↓↓↓

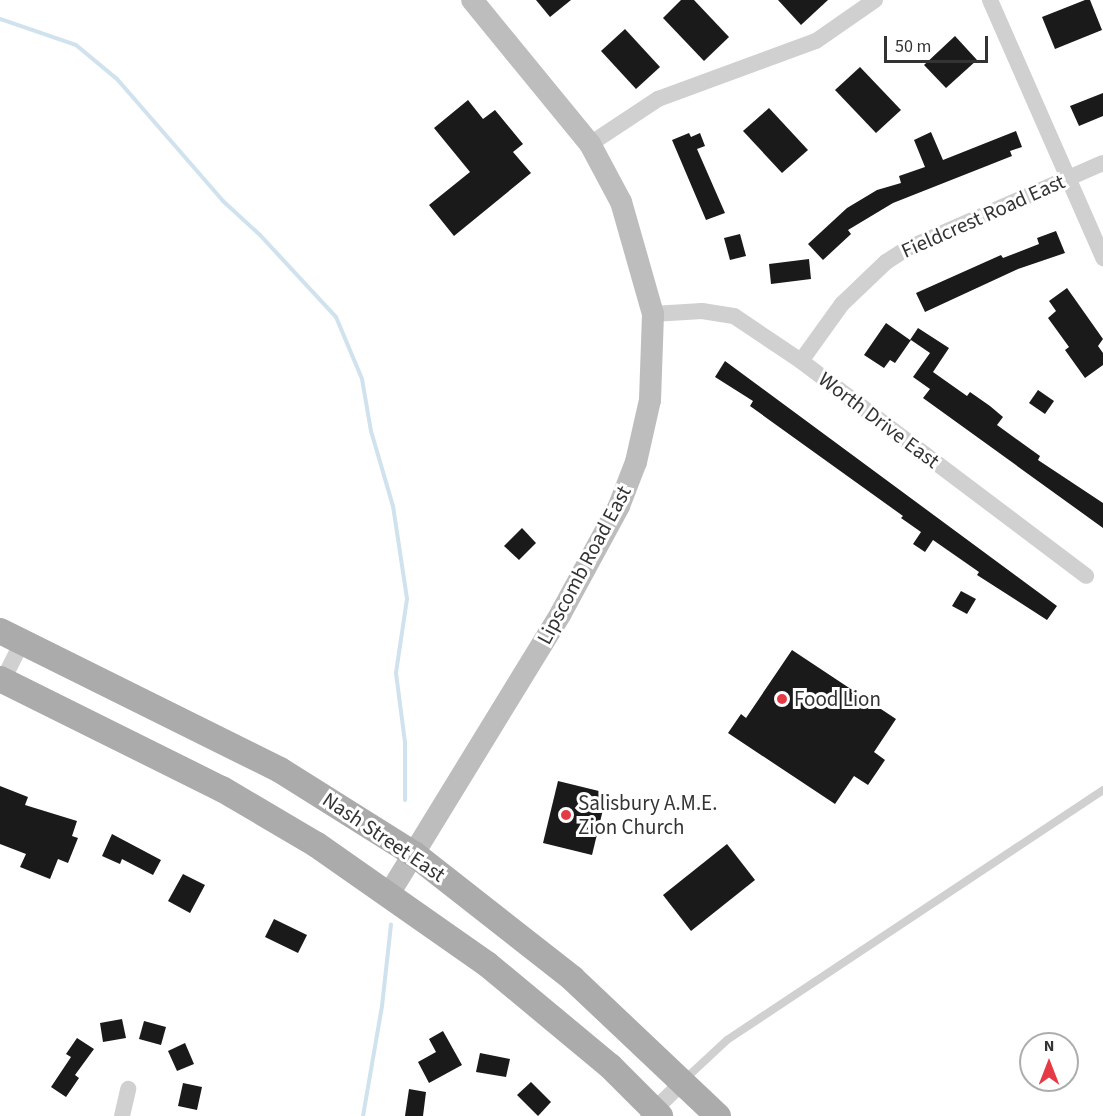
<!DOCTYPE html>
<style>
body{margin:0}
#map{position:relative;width:1103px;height:1116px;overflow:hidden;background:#fff;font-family:"Source Sans 3",sans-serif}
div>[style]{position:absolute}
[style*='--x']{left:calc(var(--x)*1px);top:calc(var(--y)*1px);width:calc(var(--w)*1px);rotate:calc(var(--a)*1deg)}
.stream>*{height:4px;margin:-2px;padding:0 2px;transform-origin:2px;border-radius:2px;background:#cfe2ee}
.building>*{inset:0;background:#1a1a1a}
.lane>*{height:8px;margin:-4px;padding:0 4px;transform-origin:4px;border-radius:4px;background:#d0d0d0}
.street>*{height:16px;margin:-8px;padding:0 8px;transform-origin:8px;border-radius:8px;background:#d0d0d0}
.secondary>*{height:22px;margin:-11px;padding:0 11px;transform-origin:11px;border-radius:11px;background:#bdbdbd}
.primary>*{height:26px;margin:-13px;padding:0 13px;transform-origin:13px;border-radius:13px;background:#ababab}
.dots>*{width:16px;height:16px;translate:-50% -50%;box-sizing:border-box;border:3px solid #fff;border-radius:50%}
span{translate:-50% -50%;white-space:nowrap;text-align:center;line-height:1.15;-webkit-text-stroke:6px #fff;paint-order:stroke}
.street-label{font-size:21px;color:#333}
.poi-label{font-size:21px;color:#333}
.left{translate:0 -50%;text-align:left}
.north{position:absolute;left:1019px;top:1032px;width:60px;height:60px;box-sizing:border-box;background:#fff;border:2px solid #adadad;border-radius:50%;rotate:0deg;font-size:16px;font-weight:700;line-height:24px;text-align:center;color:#333}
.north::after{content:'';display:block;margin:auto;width:21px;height:27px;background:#e63946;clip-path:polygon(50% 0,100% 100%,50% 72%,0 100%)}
.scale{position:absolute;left:884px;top:36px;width:104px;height:27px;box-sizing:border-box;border:3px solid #333;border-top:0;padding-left:8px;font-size:18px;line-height:21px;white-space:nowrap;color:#333;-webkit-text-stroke:4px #fff;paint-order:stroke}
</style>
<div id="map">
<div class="stream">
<i style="--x:0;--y:19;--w:80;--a:18.9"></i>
<i style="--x:76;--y:45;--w:53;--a:39.7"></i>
<i style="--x:117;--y:79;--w:162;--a:49"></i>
<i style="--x:223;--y:201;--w:50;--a:42.6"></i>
<i style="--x:260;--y:235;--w:112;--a:47.2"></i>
<i style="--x:336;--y:317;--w:67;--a:67.2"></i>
<i style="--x:362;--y:379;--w:53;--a:80.2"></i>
<i style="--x:371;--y:431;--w:78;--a:73.7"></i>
<i style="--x:393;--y:506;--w:94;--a:81.4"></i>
<i style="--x:407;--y:599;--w:75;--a:98.5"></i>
<i style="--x:396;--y:673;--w:70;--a:82.6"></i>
<i style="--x:405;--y:742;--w:58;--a:90"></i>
<i style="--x:363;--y:1116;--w:112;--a:-80.2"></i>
<i style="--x:382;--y:1006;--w:82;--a:-83.7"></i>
</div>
<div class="building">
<i style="clip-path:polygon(536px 0,571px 0,550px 17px)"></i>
<i style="clip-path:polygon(681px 0,694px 0,729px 37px,704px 61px,663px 18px)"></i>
<i style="clip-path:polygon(778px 0,828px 0,801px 25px)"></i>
<i style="clip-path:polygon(1085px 0,1090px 0,1102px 30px,1055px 49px,1042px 17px)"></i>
<i style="clip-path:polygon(625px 29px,660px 67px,636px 89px,601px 51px)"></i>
<i style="clip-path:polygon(955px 36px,977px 60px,946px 88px,924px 65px)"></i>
<i style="clip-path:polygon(860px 67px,901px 110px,876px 133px,835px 90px)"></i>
<i style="clip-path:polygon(1103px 93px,1103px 116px,1079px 126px,1070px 106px)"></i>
<i style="clip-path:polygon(468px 100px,483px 119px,495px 110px,523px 144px,513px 152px,531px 173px,454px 236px,429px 205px,470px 172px,434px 128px)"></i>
<i style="clip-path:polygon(769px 108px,808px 150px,782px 173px,743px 131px)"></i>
<i style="clip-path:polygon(1016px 131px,1022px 147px,1010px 151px,1012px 156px,893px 203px,848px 230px,851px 234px,823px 260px,808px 244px,847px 208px,877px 190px,901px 183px,899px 176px,925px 167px,914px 140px,931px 132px,943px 160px)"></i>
<i style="clip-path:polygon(689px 133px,691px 137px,700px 133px,705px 146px,697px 149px,725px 213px,706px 220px,672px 140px)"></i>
<i style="clip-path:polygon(1056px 231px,1065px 253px,1018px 269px,925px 312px,916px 293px,1001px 255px,1003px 258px,1039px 244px,1037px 238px)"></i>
<i style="clip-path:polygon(740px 234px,746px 256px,730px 260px,724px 238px)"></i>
<i style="clip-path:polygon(809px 259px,811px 279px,771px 284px,769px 264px)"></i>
<i style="clip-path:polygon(1067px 288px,1103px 339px,1098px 346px,1103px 353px,1103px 365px,1085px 378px,1065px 350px,1069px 347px,1048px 318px,1056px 311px,1049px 301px)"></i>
<i style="clip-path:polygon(886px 323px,910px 340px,918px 328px,949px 348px,933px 372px,967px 396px,970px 392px,990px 406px,1003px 417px,997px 425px,1040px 456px,1038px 460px,1103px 503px,1103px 528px,923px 398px,930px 389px,913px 377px,930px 353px,911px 340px,895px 363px,890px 360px,884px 368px,864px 355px)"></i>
<i style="clip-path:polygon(725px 361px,1057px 606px,1047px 620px,977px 575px,979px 572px,933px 540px,925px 552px,913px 544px,921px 532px,901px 518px,903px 516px,750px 406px,753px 401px,715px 377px)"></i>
<i style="clip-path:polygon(1038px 390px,1054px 401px,1045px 414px,1029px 403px)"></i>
<i style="clip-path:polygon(522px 528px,536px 543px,519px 560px,504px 546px)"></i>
<i style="clip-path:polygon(961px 591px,976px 599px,967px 614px,952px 606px)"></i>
<i style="clip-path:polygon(792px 650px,896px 719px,874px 752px,885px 760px,868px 785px,854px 776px,835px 804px,728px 733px,741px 714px,746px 718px)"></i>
<i style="clip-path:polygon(558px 781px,607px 793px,592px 855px,543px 843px)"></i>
<i style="clip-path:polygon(0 786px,28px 797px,25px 805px,77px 821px,72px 836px,78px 838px,68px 863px,58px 859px,50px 879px,20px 867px,26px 854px,0 844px)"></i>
<i style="clip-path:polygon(112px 834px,161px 860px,153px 875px,122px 859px,120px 864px,102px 856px)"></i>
<i style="clip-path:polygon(727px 844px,755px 880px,691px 931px,663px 895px)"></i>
<i style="clip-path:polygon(183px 874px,205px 885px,190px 913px,168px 901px)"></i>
<i style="clip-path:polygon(274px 919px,307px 935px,298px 953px,265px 937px)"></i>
<i style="clip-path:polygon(122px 1019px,126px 1038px,103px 1042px,100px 1023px)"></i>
<i style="clip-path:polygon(144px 1021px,166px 1027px,161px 1045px,139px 1039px)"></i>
<i style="clip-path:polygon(443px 1031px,462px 1065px,429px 1083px,418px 1062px,436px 1052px,429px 1039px)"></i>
<i style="clip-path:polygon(77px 1038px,94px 1049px,75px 1075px,79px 1078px,66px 1097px,51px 1087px,71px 1057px,66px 1054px)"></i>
<i style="clip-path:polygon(185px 1043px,194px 1064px,177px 1071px,168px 1051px)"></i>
<i style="clip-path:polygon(480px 1053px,510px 1059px,506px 1077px,476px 1072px)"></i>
<i style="clip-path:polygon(531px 1082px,551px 1102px,538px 1116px,517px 1095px)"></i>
<i style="clip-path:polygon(183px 1083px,202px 1087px,197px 1110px,178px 1106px)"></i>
<i style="clip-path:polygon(409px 1089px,426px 1092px,423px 1116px,405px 1116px)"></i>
</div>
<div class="lane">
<i style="--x:683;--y:1081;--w:60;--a:-43"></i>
<i style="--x:727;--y:1040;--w:452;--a:-33.6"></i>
</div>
<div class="street">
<i style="--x:990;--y:0;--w:282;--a:66.3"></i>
<i style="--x:590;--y:144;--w:82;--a:-33.5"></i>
<i style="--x:658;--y:99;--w:168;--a:-20.2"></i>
<i style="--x:816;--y:41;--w:72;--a:-34.8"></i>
<i style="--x:653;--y:314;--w:49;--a:-3.5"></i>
<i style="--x:702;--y:311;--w:32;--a:9"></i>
<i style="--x:734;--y:316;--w:81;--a:33.9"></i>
<i style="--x:801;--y:361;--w:357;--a:37"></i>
<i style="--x:801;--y:361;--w:70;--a:-54.3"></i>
<i style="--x:842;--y:304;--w:61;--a:-43.7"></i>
<i style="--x:886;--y:262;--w:24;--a:-33"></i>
<i style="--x:906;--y:249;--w:215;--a:-23.6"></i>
<i style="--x:0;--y:686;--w:49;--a:-63.4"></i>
<i style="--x:122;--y:1116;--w:28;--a:-77"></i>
<i style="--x:648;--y:1116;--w:49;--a:-44.2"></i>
</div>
<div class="secondary">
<i style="--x:389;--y:894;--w:329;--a:-58.5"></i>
<i style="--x:561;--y:613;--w:122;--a:-61.5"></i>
<i style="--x:619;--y:506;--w:47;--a:-68.9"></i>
<i style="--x:636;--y:462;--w:64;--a:-77.3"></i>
<i style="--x:650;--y:400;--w:86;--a:-88"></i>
<i style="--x:653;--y:314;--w:116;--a:-105.9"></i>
<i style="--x:621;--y:202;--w:66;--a:-118.1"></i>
<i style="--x:590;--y:144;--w:186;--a:-129.3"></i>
</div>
<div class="primary">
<i style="--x:0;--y:631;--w:313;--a:26.4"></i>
<i style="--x:280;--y:770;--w:158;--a:32.1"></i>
<i style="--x:414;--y:854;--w:201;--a:38.1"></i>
<i style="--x:572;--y:978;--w:201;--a:43.4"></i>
<i style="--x:0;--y:679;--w:248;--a:26.4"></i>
<i style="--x:222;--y:789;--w:110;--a:30.5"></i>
<i style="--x:317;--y:845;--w:208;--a:35"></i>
<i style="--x:487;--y:964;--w:160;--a:39.7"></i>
<i style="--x:610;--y:1066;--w:71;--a:45"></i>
</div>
<div class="dots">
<i style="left:782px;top:699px;background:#e63946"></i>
<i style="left:566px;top:815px;background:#e63946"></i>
</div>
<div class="street-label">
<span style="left:983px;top:216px;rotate:-24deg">Fieldcrest Road East</span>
<span style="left:879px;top:420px;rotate:37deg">Worth Drive East</span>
<span style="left:584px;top:565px;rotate:-62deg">Lipscomb Road East</span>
<span style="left:384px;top:837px;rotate:34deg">Nash Street East</span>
</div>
<div class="poi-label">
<span class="left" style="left:794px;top:699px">Food Lion</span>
<span class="left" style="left:578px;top:815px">Salisbury A.M.E.<br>Zion Church</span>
</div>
<div class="north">N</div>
<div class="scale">50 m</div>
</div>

↑↑↑

EXERCISE BRIEF:
Where a line above contains the word "stream", show that line.

EXERCISE SOLUTION:
.stream>*{height:4px;margin:-2px;padding:0 2px;transform-origin:2px;border-radius:2px;background:#cfe2ee}
<div class="stream">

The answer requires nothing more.